- Task brief -
From the data below, return each line in which the string "閑院宮殿下御手播之松" is found.

BEGIN

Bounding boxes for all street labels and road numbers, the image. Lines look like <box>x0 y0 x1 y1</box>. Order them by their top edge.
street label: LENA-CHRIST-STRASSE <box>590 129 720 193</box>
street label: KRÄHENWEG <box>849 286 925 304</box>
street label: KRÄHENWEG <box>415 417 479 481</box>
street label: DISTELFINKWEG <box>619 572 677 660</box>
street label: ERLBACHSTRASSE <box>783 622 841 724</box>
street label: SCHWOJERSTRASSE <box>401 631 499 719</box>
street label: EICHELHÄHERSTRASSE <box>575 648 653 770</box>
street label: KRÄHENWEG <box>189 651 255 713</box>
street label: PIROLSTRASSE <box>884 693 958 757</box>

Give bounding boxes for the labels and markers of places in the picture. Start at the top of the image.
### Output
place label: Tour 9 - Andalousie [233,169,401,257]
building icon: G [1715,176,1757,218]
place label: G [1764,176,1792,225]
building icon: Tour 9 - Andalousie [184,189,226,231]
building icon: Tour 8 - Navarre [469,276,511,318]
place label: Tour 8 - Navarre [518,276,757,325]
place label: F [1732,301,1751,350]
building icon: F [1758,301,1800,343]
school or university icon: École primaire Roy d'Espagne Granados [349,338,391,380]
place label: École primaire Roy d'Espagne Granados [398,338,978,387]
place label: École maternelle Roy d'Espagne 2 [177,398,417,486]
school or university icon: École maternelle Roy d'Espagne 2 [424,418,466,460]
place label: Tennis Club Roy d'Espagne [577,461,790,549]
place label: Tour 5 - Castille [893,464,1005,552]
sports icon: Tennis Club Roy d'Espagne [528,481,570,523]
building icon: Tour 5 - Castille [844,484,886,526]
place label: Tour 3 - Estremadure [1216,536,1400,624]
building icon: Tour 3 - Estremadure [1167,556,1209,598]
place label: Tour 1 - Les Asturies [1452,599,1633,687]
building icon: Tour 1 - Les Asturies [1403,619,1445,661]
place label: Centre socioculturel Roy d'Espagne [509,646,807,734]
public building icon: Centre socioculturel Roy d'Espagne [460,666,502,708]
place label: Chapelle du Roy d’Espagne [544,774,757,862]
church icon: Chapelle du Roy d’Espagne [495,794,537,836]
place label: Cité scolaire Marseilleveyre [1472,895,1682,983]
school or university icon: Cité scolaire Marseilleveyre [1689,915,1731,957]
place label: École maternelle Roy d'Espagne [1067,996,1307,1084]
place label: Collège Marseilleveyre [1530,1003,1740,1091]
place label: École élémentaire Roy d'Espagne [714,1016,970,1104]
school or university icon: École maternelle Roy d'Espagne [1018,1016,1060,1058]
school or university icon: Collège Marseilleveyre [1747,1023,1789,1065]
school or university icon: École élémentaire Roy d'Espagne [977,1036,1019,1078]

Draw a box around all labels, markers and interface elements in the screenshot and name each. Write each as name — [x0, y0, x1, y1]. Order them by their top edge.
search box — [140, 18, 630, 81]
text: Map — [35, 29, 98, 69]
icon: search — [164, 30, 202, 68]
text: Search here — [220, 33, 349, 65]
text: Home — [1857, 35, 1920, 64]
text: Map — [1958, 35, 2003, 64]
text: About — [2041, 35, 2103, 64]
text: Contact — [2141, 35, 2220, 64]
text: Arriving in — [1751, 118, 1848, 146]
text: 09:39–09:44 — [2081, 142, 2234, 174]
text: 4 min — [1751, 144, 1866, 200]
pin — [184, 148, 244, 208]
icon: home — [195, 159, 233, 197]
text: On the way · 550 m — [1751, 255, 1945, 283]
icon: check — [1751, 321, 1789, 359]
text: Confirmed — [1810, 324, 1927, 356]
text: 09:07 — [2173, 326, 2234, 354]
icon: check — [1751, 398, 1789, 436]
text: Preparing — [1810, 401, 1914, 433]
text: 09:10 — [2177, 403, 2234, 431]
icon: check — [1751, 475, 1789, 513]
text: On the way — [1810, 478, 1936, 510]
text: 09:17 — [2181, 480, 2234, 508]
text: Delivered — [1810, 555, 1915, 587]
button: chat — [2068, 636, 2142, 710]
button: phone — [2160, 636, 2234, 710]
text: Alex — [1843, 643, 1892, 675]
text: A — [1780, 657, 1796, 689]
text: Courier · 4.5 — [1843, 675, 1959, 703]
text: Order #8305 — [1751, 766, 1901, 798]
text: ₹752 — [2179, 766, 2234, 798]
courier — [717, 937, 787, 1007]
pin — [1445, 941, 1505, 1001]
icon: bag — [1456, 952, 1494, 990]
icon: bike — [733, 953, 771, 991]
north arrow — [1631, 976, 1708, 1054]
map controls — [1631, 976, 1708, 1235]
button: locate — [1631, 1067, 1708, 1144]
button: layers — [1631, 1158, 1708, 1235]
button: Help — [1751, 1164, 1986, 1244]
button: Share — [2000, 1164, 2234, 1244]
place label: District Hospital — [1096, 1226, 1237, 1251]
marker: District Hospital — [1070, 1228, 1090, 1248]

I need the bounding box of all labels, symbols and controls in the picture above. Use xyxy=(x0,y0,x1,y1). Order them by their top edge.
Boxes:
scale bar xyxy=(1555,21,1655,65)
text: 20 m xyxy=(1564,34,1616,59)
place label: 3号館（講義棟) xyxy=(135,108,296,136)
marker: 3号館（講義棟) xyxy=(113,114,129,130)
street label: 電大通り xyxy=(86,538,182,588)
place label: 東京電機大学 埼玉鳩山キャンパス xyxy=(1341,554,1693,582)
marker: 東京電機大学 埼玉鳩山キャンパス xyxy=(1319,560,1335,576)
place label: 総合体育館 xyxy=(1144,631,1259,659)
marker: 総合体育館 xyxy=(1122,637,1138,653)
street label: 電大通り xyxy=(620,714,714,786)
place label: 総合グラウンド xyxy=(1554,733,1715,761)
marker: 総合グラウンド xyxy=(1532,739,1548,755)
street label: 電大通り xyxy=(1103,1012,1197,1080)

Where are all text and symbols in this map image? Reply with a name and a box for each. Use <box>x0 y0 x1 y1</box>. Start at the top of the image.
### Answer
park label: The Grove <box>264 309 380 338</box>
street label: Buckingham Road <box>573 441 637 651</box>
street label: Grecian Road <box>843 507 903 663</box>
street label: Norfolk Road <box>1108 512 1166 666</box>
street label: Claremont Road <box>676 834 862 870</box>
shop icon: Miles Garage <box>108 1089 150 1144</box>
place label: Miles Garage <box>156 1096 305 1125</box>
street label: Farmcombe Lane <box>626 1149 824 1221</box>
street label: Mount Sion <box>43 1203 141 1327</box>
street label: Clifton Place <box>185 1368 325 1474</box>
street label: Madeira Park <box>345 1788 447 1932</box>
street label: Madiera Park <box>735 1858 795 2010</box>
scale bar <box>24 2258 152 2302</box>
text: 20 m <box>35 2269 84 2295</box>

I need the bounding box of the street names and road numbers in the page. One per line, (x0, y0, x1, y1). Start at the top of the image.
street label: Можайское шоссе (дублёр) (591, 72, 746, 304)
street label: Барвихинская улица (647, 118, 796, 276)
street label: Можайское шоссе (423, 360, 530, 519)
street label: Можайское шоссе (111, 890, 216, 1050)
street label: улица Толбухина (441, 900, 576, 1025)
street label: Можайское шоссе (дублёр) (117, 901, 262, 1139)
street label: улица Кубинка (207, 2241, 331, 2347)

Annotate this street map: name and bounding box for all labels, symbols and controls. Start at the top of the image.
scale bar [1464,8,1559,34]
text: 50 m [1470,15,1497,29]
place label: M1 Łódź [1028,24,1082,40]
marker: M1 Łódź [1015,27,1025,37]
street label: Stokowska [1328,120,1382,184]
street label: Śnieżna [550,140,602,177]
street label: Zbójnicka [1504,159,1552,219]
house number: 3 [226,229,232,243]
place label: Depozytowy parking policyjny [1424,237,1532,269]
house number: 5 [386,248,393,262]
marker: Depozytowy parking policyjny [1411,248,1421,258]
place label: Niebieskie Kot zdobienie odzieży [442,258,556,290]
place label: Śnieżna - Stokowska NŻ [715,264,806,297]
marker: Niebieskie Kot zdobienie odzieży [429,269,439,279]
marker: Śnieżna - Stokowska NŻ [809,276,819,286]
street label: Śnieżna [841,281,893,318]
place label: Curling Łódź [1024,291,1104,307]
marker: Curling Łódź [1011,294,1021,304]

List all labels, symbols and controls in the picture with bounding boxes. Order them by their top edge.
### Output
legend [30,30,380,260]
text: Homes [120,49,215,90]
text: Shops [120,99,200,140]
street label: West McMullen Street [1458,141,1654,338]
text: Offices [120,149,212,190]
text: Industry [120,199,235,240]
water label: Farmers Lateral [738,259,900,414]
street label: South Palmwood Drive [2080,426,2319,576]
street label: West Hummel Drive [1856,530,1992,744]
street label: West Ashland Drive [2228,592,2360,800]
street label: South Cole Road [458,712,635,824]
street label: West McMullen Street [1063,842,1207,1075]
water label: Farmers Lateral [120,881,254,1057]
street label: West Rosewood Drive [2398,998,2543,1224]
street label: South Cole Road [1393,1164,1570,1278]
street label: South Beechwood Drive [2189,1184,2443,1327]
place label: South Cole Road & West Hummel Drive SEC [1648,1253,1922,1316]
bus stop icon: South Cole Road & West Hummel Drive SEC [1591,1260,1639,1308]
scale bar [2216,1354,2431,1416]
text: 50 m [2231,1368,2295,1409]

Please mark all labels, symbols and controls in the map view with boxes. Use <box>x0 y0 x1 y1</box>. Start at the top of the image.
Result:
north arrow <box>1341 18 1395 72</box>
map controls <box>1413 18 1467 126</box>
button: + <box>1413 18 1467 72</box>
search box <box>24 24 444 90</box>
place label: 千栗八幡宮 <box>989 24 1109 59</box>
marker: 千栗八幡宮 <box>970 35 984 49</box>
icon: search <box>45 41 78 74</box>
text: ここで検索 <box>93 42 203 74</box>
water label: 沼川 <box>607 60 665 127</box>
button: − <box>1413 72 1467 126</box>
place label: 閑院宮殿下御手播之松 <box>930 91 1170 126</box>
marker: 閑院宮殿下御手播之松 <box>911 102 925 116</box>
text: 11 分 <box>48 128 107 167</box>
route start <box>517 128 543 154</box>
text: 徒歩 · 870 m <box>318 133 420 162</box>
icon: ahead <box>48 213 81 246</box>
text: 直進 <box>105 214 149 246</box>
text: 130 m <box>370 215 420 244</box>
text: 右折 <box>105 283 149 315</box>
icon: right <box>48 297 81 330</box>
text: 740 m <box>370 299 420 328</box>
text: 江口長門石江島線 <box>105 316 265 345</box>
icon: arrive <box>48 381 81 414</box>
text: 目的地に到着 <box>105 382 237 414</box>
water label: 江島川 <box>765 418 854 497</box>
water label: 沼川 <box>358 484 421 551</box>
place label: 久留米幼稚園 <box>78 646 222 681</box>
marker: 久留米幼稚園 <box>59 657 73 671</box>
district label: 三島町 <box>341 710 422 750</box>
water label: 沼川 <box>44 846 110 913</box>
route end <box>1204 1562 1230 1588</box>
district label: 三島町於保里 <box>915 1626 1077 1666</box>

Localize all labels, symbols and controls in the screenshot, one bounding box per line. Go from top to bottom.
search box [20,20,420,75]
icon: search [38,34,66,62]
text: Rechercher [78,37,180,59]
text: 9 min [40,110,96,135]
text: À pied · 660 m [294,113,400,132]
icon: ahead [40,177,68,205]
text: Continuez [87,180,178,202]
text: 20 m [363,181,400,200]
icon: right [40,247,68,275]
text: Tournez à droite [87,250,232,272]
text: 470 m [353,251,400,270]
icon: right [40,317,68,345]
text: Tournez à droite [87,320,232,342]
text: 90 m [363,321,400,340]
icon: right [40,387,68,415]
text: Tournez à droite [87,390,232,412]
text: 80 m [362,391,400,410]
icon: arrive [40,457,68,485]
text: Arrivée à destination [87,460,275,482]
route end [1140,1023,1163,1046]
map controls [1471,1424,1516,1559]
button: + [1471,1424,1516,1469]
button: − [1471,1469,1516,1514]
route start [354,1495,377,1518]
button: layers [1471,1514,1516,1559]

END

- Response to the task -
place label: 閑院宮殿下御手播之松 <box>930 91 1170 126</box>
marker: 閑院宮殿下御手播之松 <box>911 102 925 116</box>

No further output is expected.